The Bush administration already has one of the most deplorable environmental records in recent history, but it apparently has no intention of letting up in its final months in office. The Interior Department announced new rules Monday that would relax protections of endangered animals and habitats. Under the change, agencies could decide on their own if their projects affected endangered species, instead of having to submit their projects to independent scientific review. The changes are harmful and the timing is terrible. Congress and both presumptive presidential nominees should commit to reverse this 11th-hour assault.
Administration officials defended the move with all the usual arguments. They said the scientific reviews consumed too much time and money, slowed developers' plans and muddled the regulatory picture. But this is par for the course from a White House that has put politics ahead of science time and time again.
Environmental activists say the reviews by experts at the Fish and Wildlife Service and the National Marine Fisheries Service have helped to protect a range of species, from bald eagles and Florida panthers to the whooping crane. Under the proposed changes, however, transportation officials could decide whether a highway project under their supervision, for example, could go ahead without endangering the habitat. Interior Secretary Dirk Kempthorne said the move would add "clarity and certainty," and he is right — the move would certainly fast-track whatever project a federal agency wanted accomplished. The changes would make it harder for environmentalists to stop construction projects and give experts less time to even mount a challenge. That's likely why the administration drafted the rule without input from agency scientists and why members of Congress were kept in the dark.

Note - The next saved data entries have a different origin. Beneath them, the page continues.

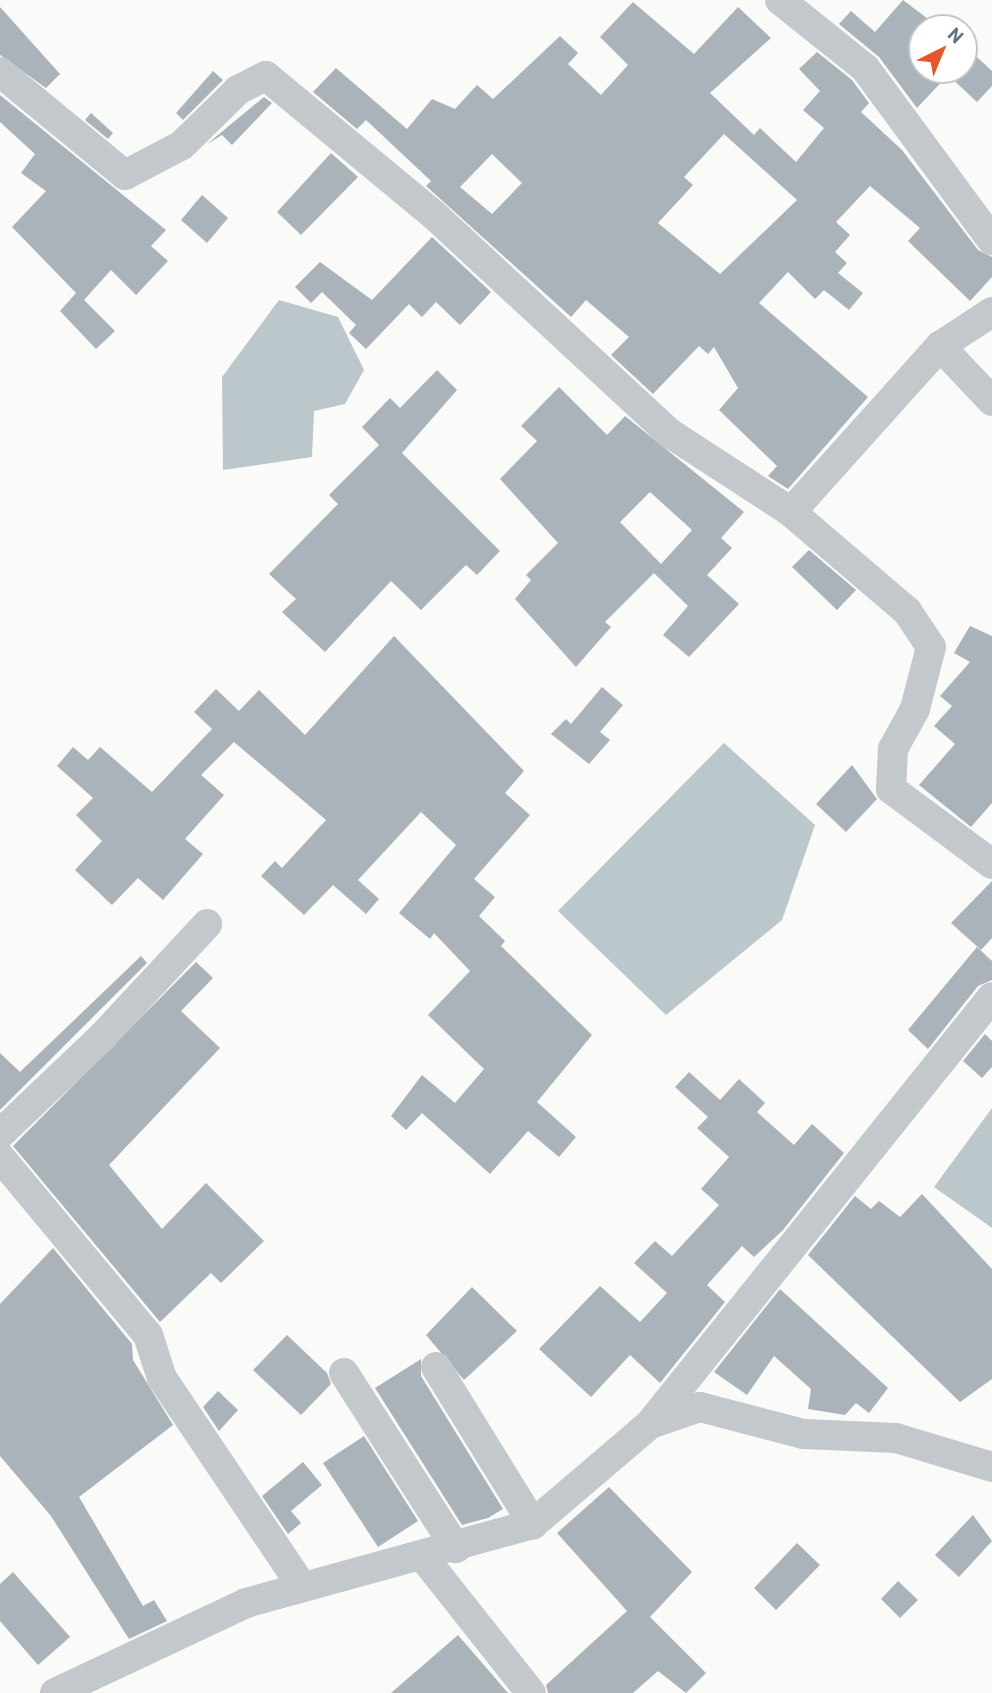 <!DOCTYPE html>
<style>
body{margin:0}
#map{position:relative;width:992px;height:1693px;overflow:hidden;background:#fafaf8;font-family:Barlow,sans-serif}
div>[style]{position:absolute}
.water>*{inset:0;background:#bbc7cb}
.building>*{inset:0;background:#aab3b9}
.minor>*{height:30px;margin:-15px;padding:0 15px;transform-origin:15px;border-radius:15px;background:#c3c8cc}
span{translate:-50% -50%;white-space:nowrap;text-align:center;line-height:1.15;-webkit-text-stroke:7px #fff;paint-order:stroke}
.north{position:absolute;left:908px;top:14px;width:70px;height:70px;box-sizing:border-box;background:#fff;border:2px solid #c1c8cd;border-radius:50%;rotate:43deg;font-size:19px;font-weight:700;line-height:28px;text-align:center;color:#657683}
.north::after{content:'';display:block;margin:auto;width:24px;height:32px;background:#e4572e;clip-path:polygon(50% 0,100% 100%,50% 72%,0 100%)}
</style>
<div id="map">
<div class="water">
<i style="clip-path:polygon(279px 300px,338px 317px,364px 370px,345px 404px,314px 411px,312px 457px,223px 470px,222px 377px)"></i>
<i style="clip-path:polygon(724px 743px,815px 825px,782px 920px,666px 1015px,558px 911px)"></i>
<i style="clip-path:polygon(992px 1108px,992px 1228px,934px 1187px)"></i>
</div>
<div class="building">
<i style="clip-path:polygon(903px 0,940px 28px,922px 28px,922px 70px,964px 70px,964px 45px,992px 71px,992px 86px,977px 102px,948px 75px,917px 108px,879px 57px,839px 24px,851px 11px,875px 32px)"></i>
<i style="clip-path:polygon(evenodd,633px 2px,694px 54px,738px 7px,771px 38px,710px 93px,754px 135px,760px 128px,796px 162px,824px 128px,803px 110px,820px 91px,799px 69px,817px 52px,852px 80px,869px 103px,861px 112px,902px 150px,978px 250px,992px 257px,992px 277px,970px 301px,908px 241px,920px 228px,870px 186px,836px 222px,850px 235px,835px 252px,847px 263px,838px 273px,863px 293px,849px 310px,824px 290px,815px 299px,788px 272px,759px 303px,868px 397px,788px 489px,768px 476px,777px 466px,719px 410px,738px 388px,714px 347px,708px 354px,699px 346px,653px 394px,611px 355px,629px 337px,586px 300px,571px 317px,426px 186px,431px 181px,366px 120px,357px 129px,313px 92px,336px 68px,407px 129px,432px 99px,455px 109px,477px 85px,493px 99px,560px 36px,578px 53px,568px 64px,601px 95px,628px 65px,600px 37px,633px 2px,724px 134px,797px 200px,720px 274px,658px 223px,693px 185px,684px 177px,724px 134px,633px 2px,492px 154px,522px 183px,492px 214px,460px 187px,492px 154px)"></i>
<i style="clip-path:polygon(0 7px,60px 74px,46px 88px,0 55px)"></i>
<i style="clip-path:polygon(213px 71px,223px 80px,183px 120px,176px 113px)"></i>
<i style="clip-path:polygon(0 95px,166px 230px,151px 246px,168px 261px,136px 295px,111px 270px,84px 300px,115px 331px,96px 349px,60px 311px,76px 293px,12px 227px,46px 191px,21px 173px,35px 154px,0 122px)"></i>
<i style="clip-path:polygon(264px 97px,272px 103px,232px 145px,222px 135px,207px 144px)"></i>
<i style="clip-path:polygon(91px 113px,113px 133px,108px 139px,85px 120px)"></i>
<i style="clip-path:polygon(331px 153px,358px 177px,301px 235px,277px 212px)"></i>
<i style="clip-path:polygon(202px 195px,228px 218px,207px 243px,181px 220px)"></i>
<i style="clip-path:polygon(432px 237px,491px 292px,460px 325px,436px 302px,422px 317px,409px 304px,366px 349px,349px 333px,356px 325px,322px 292px,311px 303px,295px 287px,320px 262px,372px 300px)"></i>
<i style="clip-path:polygon(437px 370px,457px 390px,402px 453px,500px 551px,477px 575px,466px 565px,421px 610px,391px 581px,325px 652px,282px 612px,296px 599px,269px 574px,338px 504px,329px 495px,379px 445px,362px 427px,390px 398px,400px 408px)"></i>
<i style="clip-path:polygon(evenodd,559px 387px,607px 435px,625px 416px,744px 512px,721px 538px,732px 548px,707px 575px,739px 604px,689px 657px,663px 635px,688px 606px,654px 573px,605px 622px,611px 627px,576px 667px,515px 599px,531px 580px,526px 575px,558px 543px,500px 479px,537px 441px,521px 426px,559px 387px,650px 492px,692px 530px,661px 564px,620px 522px,650px 492px)"></i>
<i style="clip-path:polygon(809px 550px,856px 590px,837px 610px,792px 567px)"></i>
<i style="clip-path:polygon(970px 626px,992px 636px,992px 803px,971px 827px,919px 785px,955px 744px,934px 726px,952px 706px,940px 696px,970px 662px,954px 653px)"></i>
<i style="clip-path:polygon(394px 636px,524px 771px,505px 793px,530px 815px,474px 879px,495px 897px,479px 916px,505px 941px,501px 946px,592px 1035px,537px 1102px,576px 1137px,559px 1157px,528px 1131px,490px 1174px,422px 1113px,406px 1130px,391px 1116px,422px 1075px,455px 1103px,484px 1069px,428px 1015px,470px 971px,434px 933px,430px 939px,399px 913px,456px 845px,421px 812px,358px 880px,379px 899px,366px 914px,333px 885px,304px 915px,261px 876px,275px 861px,282px 868px,326px 820px,234px 742px,201px 775px,224px 795px,185px 839px,203px 854px,163px 900px,138px 878px,112px 905px,75px 870px,102px 841px,76px 815px,93px 798px,57px 766px,73px 747px,88px 760px,100px 747px,152px 792px,212px 729px,194px 712px,216px 689px,239px 711px,259px 690px,305px 735px)"></i>
<i style="clip-path:polygon(602px 687px,623px 705px,600px 732px,610px 740px,589px 764px,551px 734px,566px 719px,571px 724px)"></i>
<i style="clip-path:polygon(852px 765px,877px 799px,846px 832px,816px 804px)"></i>
<i style="clip-path:polygon(992px 881px,992px 938px,981px 950px,951px 923px)"></i>
<i style="clip-path:polygon(977px 947px,992px 961px,992px 980px,978px 986px,928px 1049px,908px 1030px)"></i>
<i style="clip-path:polygon(141px 956px,147px 963px,0 1110px,0 1053px,20px 1072px)"></i>
<i style="clip-path:polygon(196px 962px,213px 978px,181px 1011px,220px 1048px,109px 1165px,162px 1229px,206px 1183px,264px 1241px,221px 1283px,211px 1273px,160px 1322px,13px 1146px)"></i>
<i style="clip-path:polygon(985px 1034px,992px 1041px,992px 1067px,982px 1078px,963px 1061px)"></i>
<i style="clip-path:polygon(689px 1072px,720px 1100px,739px 1079px,765px 1103px,757px 1112px,794px 1145px,812px 1124px,844px 1153px,783px 1230px,754px 1257px,742px 1246px,707px 1285px,725px 1302px,660px 1383px,630px 1355px,591px 1397px,539px 1349px,600px 1286px,640px 1322px,667px 1293px,634px 1263px,655px 1241px,672px 1256px,719px 1205px,701px 1189px,729px 1157px,697px 1128px,708px 1117px,675px 1087px)"></i>
<i style="clip-path:polygon(922px 1194px,992px 1269px,992px 1379px,960px 1402px,808px 1255px,855px 1196px,871px 1209px,879px 1201px,900px 1217px)"></i>
<i style="clip-path:polygon(53px 1248px,132px 1344px,133px 1360px,173px 1425px,79px 1497px,143px 1606px,154px 1600px,167px 1621px,129px 1639px,51px 1516px,0 1456px,0 1304px)"></i>
<i style="clip-path:polygon(472px 1287px,517px 1331px,464px 1380px,426px 1335px)"></i>
<i style="clip-path:polygon(780px 1289px,888px 1388px,869px 1413px,856px 1403px,845px 1415px,808px 1409px,811px 1389px,774px 1356px,747px 1395px,714px 1372px)"></i>
<i style="clip-path:polygon(287px 1335px,327px 1373px,331px 1384px,301px 1415px,253px 1370px)"></i>
<i style="clip-path:polygon(421px 1359px,421px 1376px,503px 1509px,488px 1518px,462px 1525px,375px 1388px)"></i>
<i style="clip-path:polygon(218px 1391px,238px 1410px,219px 1431px,203px 1407px)"></i>
<i style="clip-path:polygon(364px 1436px,418px 1521px,378px 1547px,323px 1463px)"></i>
<i style="clip-path:polygon(303px 1462px,322px 1485px,291px 1511px,301px 1523px,288px 1534px,262px 1496px)"></i>
<i style="clip-path:polygon(609px 1487px,692px 1572px,650px 1617px,706px 1673px,686px 1693px,658px 1671px,633px 1693px,548px 1693px,546px 1685px,627px 1611px,557px 1533px)"></i>
<i style="clip-path:polygon(973px 1515px,992px 1541px,959px 1577px,935px 1555px)"></i>
<i style="clip-path:polygon(797px 1543px,820px 1565px,776px 1610px,754px 1588px)"></i>
<i style="clip-path:polygon(13px 1572px,70px 1637px,38px 1665px,0 1621px,0 1584px)"></i>
<i style="clip-path:polygon(898px 1581px,918px 1600px,900px 1618px,881px 1599px)"></i>
<i style="clip-path:polygon(458px 1635px,508px 1693px,391px 1693px)"></i>
</div>
<div class="minor">
<i style="left:780px;top:0;width:109px;rotate:38.7deg"></i>
<i style="left:865px;top:68px;width:214px;rotate:53.6deg"></i>
<i style="left:0;top:72px;width:162px;rotate:39.5deg"></i>
<i style="left:125px;top:175px;width:64px;rotate:-27.8deg"></i>
<i style="left:182px;top:145px;width:78px;rotate:-44.5deg"></i>
<i style="left:238px;top:90px;width:31px;rotate:-27deg"></i>
<i style="left:266px;top:76px;width:219px;rotate:39.6deg"></i>
<i style="left:435px;top:216px;width:318px;rotate:42.8deg"></i>
<i style="left:668px;top:432px;width:147px;rotate:33deg"></i>
<i style="left:940px;top:346px;width:62px;rotate:-33.2deg"></i>
<i style="left:992px;top:401px;width:76px;rotate:-133.4deg"></i>
<i style="left:940px;top:346px;width:223px;rotate:131.9deg"></i>
<i style="left:791px;top:512px;width:153px;rotate:40.5deg"></i>
<i style="left:907px;top:611px;width:43px;rotate:56.3deg"></i>
<i style="left:931px;top:647px;width:64px;rotate:104.5deg"></i>
<i style="left:915px;top:709px;width:46px;rotate:118.8deg"></i>
<i style="left:893px;top:749px;width:40px;rotate:92.9deg"></i>
<i style="left:891px;top:789px;width:126px;rotate:36.6deg"></i>
<i style="left:0;top:1134px;width:142px;rotate:-43.6deg"></i>
<i style="left:103px;top:1036px;width:153px;rotate:-47.1deg"></i>
<i style="left:0;top:1157px;width:231px;rotate:50.3deg"></i>
<i style="left:148px;top:1335px;width:45px;rotate:72deg"></i>
<i style="left:162px;top:1378px;width:249px;rotate:56.1deg"></i>
<i style="left:436px;top:1367px;width:185px;rotate:58.3deg"></i>
<i style="left:344px;top:1373px;width:208px;rotate:57.4deg"></i>
<i style="left:650px;top:1424px;width:547px;rotate:-51.31deg"></i>
<i style="left:424px;top:1558px;width:172px;rotate:51.6deg"></i>
<i style="left:55px;top:1693px;width:211px;rotate:-25.2deg"></i>
<i style="left:246px;top:1603px;width:298px;rotate:-15.4deg"></i>
<i style="left:533px;top:1524px;width:154px;rotate:-40.5deg"></i>
<i style="left:650px;top:1424px;width:53px;rotate:-18.8deg"></i>
<i style="left:700px;top:1407px;width:107px;rotate:14.6deg"></i>
<i style="left:804px;top:1434px;width:92px;rotate:2.5deg"></i>
<i style="left:896px;top:1438px;width:100px;rotate:16.8deg"></i>
</div>
<div class="north">N</div>
</div>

Last-minute rule changes by any White House are warning flags of bad policy. In this case, the administration is using its rulemaking power to institute loopholes in environmental policy that failed to pass congressional muster. Congress and the two presumptive presidential nominees should vow to retain this environmental safety net. Independent reviews not only protect endangered animals and habitat, they also give the public confidence that the government can balance its economic and ecological interests.